Rubrik Cloud Data Management
Software fabric for orchestrating apps and data across clouds. No forklift upgrades.
How it Works
- Quick start – Rack and go. auto discovery.
- Rapid Ingest – Flash-optimized, parallel ingest accelerates snapshots and eliminates stun. Content-aware dedupe. One global namespace.
- Automate – Intelligent SLA policy engine for effortless management.
- Instant Recovery – Live mount VMs and SQL. Instant search and file restore.
- Secure – end-to-end encryption. Immutability to fight ransomware.
- Cloud – “CloudOut” instantly accessible with global search. Launch apps with “CloudOn” for DR or test/dev. Run apps in cloud.
Data Management in the Cloud
SLAs are important, and you’ll likely need to consider the following aspects.
- Availability Duration (Retention)
- When to archive (RTO)
- Replication Schedule (DR)
Under the hood – Interface, Logic, Core.
“Simple is hard”
Use an API-first platform to create powerful automation workflows
“Don’t Backup. Go Forward”
It should be no secret that I’m quite a fan of the Rubrik architecture and approach to data protection.
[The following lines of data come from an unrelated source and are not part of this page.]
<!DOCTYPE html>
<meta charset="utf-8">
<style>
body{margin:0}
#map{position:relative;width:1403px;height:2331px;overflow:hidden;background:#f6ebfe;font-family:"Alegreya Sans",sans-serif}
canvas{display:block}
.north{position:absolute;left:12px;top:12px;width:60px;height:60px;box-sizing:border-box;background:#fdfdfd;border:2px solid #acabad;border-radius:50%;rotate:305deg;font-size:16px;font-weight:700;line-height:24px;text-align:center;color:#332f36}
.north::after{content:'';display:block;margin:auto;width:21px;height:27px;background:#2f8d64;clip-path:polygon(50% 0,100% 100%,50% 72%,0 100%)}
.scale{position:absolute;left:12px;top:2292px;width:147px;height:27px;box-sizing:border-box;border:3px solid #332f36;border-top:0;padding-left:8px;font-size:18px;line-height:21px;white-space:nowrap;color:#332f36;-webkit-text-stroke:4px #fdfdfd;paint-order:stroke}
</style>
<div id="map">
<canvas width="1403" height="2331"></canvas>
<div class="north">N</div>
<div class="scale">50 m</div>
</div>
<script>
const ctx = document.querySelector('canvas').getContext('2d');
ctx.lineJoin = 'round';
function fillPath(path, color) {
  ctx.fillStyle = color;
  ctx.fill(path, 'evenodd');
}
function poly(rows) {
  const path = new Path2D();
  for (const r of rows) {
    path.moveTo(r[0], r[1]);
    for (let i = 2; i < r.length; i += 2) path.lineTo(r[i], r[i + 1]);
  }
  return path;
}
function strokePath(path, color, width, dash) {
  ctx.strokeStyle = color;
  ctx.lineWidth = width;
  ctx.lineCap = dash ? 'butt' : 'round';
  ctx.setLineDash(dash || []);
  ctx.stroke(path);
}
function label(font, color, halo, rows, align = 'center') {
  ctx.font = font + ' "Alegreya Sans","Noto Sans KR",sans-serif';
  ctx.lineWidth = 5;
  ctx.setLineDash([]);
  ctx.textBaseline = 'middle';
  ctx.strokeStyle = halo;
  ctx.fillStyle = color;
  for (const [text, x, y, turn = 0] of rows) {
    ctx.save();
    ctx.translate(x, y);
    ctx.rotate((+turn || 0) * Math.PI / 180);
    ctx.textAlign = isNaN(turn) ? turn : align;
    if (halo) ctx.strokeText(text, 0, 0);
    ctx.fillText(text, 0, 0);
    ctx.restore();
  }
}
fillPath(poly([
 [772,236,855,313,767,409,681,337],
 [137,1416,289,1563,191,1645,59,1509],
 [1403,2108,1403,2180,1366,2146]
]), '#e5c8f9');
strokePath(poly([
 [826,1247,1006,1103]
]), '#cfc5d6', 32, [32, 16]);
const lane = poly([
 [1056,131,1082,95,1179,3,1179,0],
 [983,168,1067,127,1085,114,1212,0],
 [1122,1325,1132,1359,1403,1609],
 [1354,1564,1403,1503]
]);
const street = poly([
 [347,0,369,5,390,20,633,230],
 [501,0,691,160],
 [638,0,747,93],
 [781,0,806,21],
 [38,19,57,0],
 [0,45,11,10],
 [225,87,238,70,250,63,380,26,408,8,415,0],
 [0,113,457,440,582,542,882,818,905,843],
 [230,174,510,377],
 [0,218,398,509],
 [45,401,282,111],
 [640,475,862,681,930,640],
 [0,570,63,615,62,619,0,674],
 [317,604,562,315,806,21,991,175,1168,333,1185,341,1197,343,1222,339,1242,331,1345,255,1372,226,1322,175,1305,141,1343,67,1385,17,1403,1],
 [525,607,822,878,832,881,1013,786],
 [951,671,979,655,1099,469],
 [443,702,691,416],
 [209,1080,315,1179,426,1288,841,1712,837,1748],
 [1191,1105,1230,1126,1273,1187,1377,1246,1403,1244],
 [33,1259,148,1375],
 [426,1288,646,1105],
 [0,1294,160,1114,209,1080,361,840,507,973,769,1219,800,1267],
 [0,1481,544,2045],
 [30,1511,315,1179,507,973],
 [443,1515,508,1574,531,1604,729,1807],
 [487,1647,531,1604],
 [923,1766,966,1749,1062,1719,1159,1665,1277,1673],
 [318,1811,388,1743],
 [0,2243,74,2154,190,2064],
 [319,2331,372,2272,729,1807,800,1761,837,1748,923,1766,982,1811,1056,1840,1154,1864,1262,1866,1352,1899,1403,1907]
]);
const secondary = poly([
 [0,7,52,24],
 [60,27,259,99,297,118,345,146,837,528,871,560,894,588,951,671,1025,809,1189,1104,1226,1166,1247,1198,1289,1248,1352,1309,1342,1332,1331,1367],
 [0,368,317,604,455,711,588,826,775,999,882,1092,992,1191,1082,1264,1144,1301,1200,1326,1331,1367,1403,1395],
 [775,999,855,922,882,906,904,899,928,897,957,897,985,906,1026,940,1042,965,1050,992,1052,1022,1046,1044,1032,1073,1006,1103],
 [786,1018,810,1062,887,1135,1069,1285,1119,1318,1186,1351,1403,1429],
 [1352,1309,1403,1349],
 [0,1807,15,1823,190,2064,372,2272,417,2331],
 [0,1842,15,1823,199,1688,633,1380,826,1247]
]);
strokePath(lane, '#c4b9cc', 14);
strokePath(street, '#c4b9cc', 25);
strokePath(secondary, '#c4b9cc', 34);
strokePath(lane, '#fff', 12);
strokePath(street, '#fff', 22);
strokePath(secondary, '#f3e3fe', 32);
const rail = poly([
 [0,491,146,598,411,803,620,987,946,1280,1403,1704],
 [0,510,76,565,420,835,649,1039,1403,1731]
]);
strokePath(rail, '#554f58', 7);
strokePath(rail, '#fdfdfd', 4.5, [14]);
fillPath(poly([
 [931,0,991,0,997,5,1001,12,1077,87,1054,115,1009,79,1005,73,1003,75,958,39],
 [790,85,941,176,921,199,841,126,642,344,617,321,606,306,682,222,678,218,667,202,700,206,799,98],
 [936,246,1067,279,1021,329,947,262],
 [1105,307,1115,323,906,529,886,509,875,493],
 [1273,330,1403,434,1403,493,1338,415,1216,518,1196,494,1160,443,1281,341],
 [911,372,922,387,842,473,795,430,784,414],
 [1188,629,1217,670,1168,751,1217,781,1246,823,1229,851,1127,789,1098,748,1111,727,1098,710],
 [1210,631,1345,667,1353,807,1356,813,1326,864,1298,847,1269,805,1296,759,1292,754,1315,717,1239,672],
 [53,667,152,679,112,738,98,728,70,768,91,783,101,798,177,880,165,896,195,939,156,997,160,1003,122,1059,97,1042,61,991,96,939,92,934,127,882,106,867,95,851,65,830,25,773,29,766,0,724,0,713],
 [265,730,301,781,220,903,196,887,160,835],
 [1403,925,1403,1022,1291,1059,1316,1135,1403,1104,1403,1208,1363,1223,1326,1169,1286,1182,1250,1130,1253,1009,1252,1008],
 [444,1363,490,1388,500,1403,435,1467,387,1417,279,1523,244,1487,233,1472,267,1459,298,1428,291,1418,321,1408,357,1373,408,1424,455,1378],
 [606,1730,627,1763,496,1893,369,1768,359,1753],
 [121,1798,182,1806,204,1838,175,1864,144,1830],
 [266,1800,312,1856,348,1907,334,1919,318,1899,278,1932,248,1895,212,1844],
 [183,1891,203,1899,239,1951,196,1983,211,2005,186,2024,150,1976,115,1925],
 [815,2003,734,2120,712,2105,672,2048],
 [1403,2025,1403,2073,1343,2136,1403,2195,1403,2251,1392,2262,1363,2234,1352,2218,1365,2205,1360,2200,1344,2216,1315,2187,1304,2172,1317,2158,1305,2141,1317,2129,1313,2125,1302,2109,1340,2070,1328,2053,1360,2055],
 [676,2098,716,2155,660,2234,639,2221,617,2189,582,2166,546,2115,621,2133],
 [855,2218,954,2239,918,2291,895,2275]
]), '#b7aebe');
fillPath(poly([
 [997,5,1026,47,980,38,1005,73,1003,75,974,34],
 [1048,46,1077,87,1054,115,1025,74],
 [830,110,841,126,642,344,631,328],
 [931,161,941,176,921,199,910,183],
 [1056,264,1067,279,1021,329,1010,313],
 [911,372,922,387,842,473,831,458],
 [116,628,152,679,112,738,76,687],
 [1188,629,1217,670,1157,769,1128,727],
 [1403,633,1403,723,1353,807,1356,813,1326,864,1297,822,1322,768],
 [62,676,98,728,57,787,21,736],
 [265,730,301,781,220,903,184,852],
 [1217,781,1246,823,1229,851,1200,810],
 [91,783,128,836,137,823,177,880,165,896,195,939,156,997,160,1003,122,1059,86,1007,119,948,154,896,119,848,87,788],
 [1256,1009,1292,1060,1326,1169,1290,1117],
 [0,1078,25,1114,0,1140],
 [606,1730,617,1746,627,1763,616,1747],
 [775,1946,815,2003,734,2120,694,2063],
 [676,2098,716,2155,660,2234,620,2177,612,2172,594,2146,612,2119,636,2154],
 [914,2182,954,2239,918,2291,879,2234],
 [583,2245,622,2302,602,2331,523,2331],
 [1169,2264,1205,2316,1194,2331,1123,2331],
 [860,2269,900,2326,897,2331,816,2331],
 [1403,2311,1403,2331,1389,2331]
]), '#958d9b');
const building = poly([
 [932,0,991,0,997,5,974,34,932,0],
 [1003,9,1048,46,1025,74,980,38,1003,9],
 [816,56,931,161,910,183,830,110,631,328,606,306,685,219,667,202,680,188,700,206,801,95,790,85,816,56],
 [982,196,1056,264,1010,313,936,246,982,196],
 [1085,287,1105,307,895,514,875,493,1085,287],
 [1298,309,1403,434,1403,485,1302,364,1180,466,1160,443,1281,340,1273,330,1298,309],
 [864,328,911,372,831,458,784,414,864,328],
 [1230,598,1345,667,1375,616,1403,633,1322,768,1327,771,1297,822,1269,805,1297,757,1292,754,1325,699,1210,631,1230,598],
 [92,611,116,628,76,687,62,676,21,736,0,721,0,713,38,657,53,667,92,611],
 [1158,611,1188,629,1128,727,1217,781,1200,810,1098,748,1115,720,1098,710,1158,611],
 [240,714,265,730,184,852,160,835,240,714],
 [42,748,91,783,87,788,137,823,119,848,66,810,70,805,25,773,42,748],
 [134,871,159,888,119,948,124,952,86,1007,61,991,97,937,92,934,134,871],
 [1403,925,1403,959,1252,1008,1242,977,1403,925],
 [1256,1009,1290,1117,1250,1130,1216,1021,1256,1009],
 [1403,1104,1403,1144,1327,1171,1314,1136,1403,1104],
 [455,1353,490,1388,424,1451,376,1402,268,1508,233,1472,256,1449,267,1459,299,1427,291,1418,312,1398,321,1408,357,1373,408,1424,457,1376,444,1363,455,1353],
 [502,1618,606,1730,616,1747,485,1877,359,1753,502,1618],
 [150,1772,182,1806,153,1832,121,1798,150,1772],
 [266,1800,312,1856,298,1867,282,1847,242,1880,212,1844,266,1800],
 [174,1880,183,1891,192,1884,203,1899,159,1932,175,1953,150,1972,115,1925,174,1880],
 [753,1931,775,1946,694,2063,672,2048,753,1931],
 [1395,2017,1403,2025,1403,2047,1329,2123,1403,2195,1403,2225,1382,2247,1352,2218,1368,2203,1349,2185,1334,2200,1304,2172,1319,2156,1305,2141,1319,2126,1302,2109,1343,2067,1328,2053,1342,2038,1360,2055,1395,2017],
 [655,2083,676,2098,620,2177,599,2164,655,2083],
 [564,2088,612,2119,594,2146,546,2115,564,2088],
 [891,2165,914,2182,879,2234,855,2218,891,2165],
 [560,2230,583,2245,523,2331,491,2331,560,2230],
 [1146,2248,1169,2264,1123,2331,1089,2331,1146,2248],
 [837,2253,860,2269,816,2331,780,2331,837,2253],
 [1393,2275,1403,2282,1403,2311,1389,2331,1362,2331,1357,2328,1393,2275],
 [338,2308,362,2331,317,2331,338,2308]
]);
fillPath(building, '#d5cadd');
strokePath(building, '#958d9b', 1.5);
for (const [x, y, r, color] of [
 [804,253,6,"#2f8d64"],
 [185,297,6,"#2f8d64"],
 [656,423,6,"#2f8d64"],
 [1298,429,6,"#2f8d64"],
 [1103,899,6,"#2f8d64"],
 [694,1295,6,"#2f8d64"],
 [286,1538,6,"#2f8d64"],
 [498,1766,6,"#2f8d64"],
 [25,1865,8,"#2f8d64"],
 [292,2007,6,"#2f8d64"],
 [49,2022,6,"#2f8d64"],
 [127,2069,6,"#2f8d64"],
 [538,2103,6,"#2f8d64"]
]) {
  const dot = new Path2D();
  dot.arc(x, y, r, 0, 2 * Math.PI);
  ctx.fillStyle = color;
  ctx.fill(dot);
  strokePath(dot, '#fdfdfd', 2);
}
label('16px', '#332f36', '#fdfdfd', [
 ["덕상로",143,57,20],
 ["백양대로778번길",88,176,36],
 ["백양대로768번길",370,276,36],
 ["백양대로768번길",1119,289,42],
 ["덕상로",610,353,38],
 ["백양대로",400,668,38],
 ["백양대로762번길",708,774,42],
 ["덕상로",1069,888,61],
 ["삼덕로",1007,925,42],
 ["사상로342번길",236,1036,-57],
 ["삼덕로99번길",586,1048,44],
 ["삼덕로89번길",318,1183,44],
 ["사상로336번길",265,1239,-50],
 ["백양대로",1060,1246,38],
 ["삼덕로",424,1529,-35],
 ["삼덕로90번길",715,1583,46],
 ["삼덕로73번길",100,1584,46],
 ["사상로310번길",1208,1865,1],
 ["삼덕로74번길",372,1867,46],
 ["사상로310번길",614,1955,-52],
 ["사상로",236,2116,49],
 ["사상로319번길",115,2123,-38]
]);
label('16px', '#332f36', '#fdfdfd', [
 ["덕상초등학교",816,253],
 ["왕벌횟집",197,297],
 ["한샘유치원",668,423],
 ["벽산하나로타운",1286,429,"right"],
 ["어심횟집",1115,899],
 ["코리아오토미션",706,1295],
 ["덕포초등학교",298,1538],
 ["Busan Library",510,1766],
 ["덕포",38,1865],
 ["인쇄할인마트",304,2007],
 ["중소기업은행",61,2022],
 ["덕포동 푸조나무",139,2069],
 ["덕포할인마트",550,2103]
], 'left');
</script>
I’ve written about them before on this blog. I like when data protection firms talk to me about what’s important to the business and the kinds of scenarios they protect against. I also like the focus on BIA and SLAs. Rubrik have made some great strides in the marketplace and are delivering new features at a rapid clip. If you haven’t had time to look at the them and you’re looking for a new approach to data protection, I recommend you look into their solution.